## Instructions for the task
Find each line of the entries with the string "list", please, and copy it.

* * *

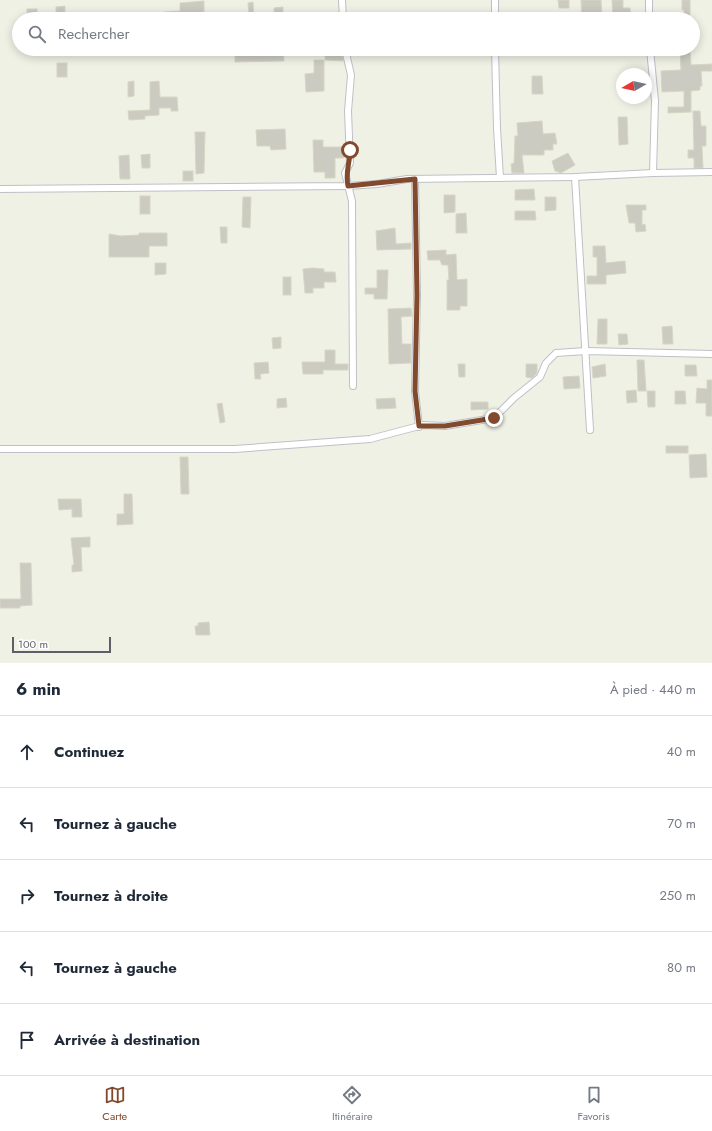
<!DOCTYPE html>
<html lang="fr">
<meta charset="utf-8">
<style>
body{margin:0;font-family:Jost,sans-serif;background:#f2f2f3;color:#1f2937}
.compass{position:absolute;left:616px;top:68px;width:36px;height:36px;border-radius:50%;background:#fff;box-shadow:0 2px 10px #0003;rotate:261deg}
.scale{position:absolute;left:12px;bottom:10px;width:99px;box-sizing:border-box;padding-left:4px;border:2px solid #5d5e67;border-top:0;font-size:11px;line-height:14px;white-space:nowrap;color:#5d5e67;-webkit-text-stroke:3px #fff;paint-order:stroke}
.stop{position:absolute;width:12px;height:12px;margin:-9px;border:3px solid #824a2d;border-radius:50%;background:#fff}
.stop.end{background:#824a2d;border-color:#fff;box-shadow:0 1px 4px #0008}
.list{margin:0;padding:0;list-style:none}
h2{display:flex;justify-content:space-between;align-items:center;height:52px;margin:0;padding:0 16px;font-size:17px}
h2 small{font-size:13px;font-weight:400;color:#747a83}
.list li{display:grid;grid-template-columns:26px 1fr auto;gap:12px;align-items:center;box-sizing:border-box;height:72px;padding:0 16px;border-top:1px solid #e0e1e3}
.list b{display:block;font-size:15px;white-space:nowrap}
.list em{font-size:13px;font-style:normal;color:#747a83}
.icon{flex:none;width:22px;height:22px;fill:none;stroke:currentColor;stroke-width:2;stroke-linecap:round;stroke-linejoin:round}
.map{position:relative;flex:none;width:712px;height:663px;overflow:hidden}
.search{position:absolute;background:#fff;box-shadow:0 2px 10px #0003;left:12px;right:12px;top:12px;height:44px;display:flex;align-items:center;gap:10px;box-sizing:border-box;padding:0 14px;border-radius:22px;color:#747a83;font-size:15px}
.sheet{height:412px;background:#fff}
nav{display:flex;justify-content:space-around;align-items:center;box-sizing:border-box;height:56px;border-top:1px solid #e0e1e3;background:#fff;font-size:11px;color:#747a83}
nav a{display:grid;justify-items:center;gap:2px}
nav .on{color:#824a2d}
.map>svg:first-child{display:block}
.building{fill:#cccbc2;stroke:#d6d6c3}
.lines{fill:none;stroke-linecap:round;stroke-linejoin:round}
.minor-casing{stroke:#bfc0c7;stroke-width:8}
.minor{stroke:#fff;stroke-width:6}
.route{stroke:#824a2d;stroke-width:5}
</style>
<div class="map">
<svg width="712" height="663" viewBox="0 0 712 663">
<rect width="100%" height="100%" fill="#f0f1e5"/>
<!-- building -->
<g class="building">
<path d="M 558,0 L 569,0 L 569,8 L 559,8 Z"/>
<path d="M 581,0 L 601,0 L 602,19 L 582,19 Z"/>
<path d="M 612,0 L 623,0 L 623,8 L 630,8 L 631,19 L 613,19 Z"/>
<path d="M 682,0 L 690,0 L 690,15 L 684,15 L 684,10 L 682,10 Z"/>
<path d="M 204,1 L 204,12 L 186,13 L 186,16 L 179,16 L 179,19 L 165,19 L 164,12 L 180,11 L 180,3 Z"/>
<path d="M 253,2 L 254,19 L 225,19 L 225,13 L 249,14 L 248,3 Z"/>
<path d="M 65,6 L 65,14 L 69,13 L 69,19 L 56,19 L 56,7 Z"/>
<path d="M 283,7 L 283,19 L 274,19 L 274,8 Z"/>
<rect x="27" y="9" width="10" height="10"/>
<path d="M 256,49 L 283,49 L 284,61 L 235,62 L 235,53 L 256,52 Z"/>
<path d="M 325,49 L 341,49 L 343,61 L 325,60 Z"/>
<path d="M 685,49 L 690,49 L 691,65 L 712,64 L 712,71 L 701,71 L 702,86 L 700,86 L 700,90 L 691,91 L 691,112 L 668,113 L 668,107 L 684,107 L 684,91 L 662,92 L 661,71 L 681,70 L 680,51 L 685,51 Z"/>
<path d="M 314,60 L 324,60 L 324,91 L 306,92 L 305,74 L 314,73 Z"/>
<rect x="57" y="63" width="10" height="14"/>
<path d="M 532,76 L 542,76 L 543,94 L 532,94 Z"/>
<path d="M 134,81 L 134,96 L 128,97 L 128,82 Z"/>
<path d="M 159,81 L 160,97 L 177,97 L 178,111 L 171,111 L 171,108 L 159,108 L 159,115 L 145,116 L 145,119 L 129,120 L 128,111 L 150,110 L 150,82 Z"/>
<path d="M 693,111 L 700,111 L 701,126 L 706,126 L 706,146 L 702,146 L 703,168 L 694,168 L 694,158 L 688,158 L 688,150 L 694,150 Z"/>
<path d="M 618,117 L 627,117 L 628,144 L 619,145 Z"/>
<path d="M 542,121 L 543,134 L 555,133 L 557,144 L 553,144 L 553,150 L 544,150 L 544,155 L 522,155 L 524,173 L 512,173 L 511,164 L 514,163 L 515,136 L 518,136 L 517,123 Z"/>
<path d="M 285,129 L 286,149 L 271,150 L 270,146 L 257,146 L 256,130 Z"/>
<path d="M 195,132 L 205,132 L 204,173 L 196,174 Z"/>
<path d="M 313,140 L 323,140 L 323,147 L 344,147 L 344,158 L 335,158 L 335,178 L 325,178 L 325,172 L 314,172 Z"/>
<path d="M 568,153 L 575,165 L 561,173 L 555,171 L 552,161 Z"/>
<path d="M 150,154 L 150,168 L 142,168 L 141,155 Z"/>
<path d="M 129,155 L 130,179 L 120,179 L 119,156 Z"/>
<rect x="183" y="171" width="10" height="10"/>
<path d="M 534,189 L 535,200 L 515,200 L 515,190 Z"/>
<path d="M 444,195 L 455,195 L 455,212 L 444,213 Z"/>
<rect x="140" y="196" width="10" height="18"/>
<path d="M 243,197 L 251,197 L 250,228 L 242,227 Z"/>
<path d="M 545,197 L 556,197 L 556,210 L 545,211 Z"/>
<path d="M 626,205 L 646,205 L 646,210 L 642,210 L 642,225 L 645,224 L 646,231 L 636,232 L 635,223 L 629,223 Z"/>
<path d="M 515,211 L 535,211 L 536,220 L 515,220 Z"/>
<path d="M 466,213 L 467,233 L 456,233 L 456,214 Z"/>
<path d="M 220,227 L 227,227 L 227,243 L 221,243 Z"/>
<path d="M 395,228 L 396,244 L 411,243 L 411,249 L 377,250 L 376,231 Z"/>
<path d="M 139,233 L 167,233 L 167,246 L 149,246 L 149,257 L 109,257 L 109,234 L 121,236 L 139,235 Z"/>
<path d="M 593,246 L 605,246 L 606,263 L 625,261 L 626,273 L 606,275 L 606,284 L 587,284 L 587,276 L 597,276 L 597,257 L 593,257 Z"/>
<path d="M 446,250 L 446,255 L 456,254 L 457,280 L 467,279 L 467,306 L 460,306 L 460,310 L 447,310 L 447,280 L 449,280 L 448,265 L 442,265 L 440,260 L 428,260 L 427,251 Z"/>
<path d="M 155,263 L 166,263 L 166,274 L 155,275 Z"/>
<path d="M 313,268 L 324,269 L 324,272 L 335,272 L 336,282 L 324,282 L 324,288 L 313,288 L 313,293 L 305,293 L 303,269 Z"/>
<path d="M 377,270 L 388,270 L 387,299 L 374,299 L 374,294 L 365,294 L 365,288 L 377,288 Z"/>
<rect x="283" y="277" width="8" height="18"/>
<path d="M 411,308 L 412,316 L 401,317 L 402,344 L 411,344 L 411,363 L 389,364 L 388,309 Z"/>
<path d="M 598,319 L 607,319 L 607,344 L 597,344 Z"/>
<path d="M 672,326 L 673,344 L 663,344 L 662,327 Z"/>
<path d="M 618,334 L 627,334 L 628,344 L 619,345 Z"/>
<path d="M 281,337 L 281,348 L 273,349 L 272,338 Z"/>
<path d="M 325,350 L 335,350 L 335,364 L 348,364 L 348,370 L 323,370 L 323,374 L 303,374 L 302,362 L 325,362 Z"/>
<path d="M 637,360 L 644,360 L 646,391 L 638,391 Z"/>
<path d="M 268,362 L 269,373 L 260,374 L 261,379 L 255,379 L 254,363 Z"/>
<path d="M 458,364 L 465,364 L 465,377 L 459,377 Z"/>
<path d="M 526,364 L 537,364 L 537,373 L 532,378 L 526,377 Z"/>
<path d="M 605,364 L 606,376 L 593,378 L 592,367 Z"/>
<path d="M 685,365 L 696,365 L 697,376 L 685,376 Z"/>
<path d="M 579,376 L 580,388 L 564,389 L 563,377 Z"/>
<path d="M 707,380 L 712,380 L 712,416 L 706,416 L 706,403 L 696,403 L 697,388 L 707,389 Z"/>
<path d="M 636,390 L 637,402 L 627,403 L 626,391 Z"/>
<path d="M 647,391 L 655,391 L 655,407 L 648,407 Z"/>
<path d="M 675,391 L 685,391 L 686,404 L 675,404 Z"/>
<path d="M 286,398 L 287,407 L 277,408 L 277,399 Z"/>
<path d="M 395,398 L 396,408 L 377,409 L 376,399 Z"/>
<path d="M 471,402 L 488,402 L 488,409 L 471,410 Z"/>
<path d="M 222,403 L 225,422 L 220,423 L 217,404 Z"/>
<rect x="666" y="446" width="22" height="7"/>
<path d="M 706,454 L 707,477 L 690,478 L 689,455 Z"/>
<path d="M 180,457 L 188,457 L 189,494 L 181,494 Z"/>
<path d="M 124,494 L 132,494 L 133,524 L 117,525 L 117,514 L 124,514 Z"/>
<path d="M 58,499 L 81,499 L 82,517 L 72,517 L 72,509 L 59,510 Z"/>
<path d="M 90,537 L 90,547 L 81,547 L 82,571 L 72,572 L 72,565 L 74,565 L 71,538 Z"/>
<path d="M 20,563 L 31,563 L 32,605 L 20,606 L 20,608 L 0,608 L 0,599 L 21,599 Z"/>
<path d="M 209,622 L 210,635 L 196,635 L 195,626 L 198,626 L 198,623 Z"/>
</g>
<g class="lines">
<!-- minor casing -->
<g class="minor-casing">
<g id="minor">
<path d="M 342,0 L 343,19"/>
<path d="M 495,0 L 495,19"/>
<path d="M 649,0 L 649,19"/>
<path d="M 345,49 L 351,75 L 348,111 L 350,163 L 345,173 L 352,201 L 353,386"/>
<path d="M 495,49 L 497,128 L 500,178"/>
<path d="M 650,49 L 655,101 L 653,173"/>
<path d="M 575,177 L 590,430"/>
<path d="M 415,179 L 417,295 L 415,391 L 419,427"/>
<path d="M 0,189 L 348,186 L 377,184 L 407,179 L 575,177 L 653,173 L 712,172"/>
<path d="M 0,449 L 235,449 L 370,439 L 423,425 L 445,426 L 494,418 L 514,398 L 540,377 L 546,363 L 556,353 L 586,351 L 712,354"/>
</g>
</g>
<!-- minor -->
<use href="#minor" class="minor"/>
</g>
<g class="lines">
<!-- route -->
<path class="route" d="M 350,150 C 350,164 345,171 348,186 L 415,179 L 417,295 L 415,391 L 419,426 L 445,426 L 494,418"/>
</g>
</svg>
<svg class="compass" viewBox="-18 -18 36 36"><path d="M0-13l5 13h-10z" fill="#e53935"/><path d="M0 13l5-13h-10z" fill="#747a83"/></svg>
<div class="scale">100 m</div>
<div class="stop" style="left:350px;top:150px"></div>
<div class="stop end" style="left:494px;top:418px"></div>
<div class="search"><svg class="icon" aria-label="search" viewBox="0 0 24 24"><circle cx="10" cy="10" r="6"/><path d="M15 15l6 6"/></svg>Rechercher</div>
</div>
<section class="sheet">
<h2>6 min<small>À pied · 440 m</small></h2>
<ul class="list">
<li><svg class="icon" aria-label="ahead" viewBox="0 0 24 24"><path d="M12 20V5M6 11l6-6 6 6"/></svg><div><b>Continuez</b></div><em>40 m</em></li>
<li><svg class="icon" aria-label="left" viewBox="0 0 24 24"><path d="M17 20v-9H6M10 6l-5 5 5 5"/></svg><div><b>Tournez à gauche</b></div><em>70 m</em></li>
<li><svg class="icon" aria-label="right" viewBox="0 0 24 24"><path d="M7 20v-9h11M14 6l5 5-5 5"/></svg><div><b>Tournez à droite</b></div><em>250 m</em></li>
<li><svg class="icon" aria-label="left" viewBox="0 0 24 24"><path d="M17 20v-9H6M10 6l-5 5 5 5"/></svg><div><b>Tournez à gauche</b></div><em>80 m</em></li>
<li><svg class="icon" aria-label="arrive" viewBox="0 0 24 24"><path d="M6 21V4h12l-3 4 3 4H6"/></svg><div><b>Arrivée à destination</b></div></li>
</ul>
</section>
<nav>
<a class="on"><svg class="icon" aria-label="map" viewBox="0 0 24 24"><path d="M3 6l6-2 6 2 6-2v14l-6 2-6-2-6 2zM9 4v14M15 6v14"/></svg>Carte</a>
<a><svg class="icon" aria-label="directions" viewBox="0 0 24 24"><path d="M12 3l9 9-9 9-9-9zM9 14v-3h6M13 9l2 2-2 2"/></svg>Itinéraire</a>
<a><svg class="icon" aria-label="saved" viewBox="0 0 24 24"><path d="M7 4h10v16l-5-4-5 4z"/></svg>Favoris</a>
</nav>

* * *

## Task answer
.list{margin:0;padding:0;list-style:none}
.list li{display:grid;grid-template-columns:26px 1fr auto;gap:12px;align-items:center;box-sizing:border-box;height:72px;padding:0 16px;border-top:1px solid #e0e1e3}
.list b{display:block;font-size:15px;white-space:nowrap}
.list em{font-size:13px;font-style:normal;color:#747a83}
<ul class="list">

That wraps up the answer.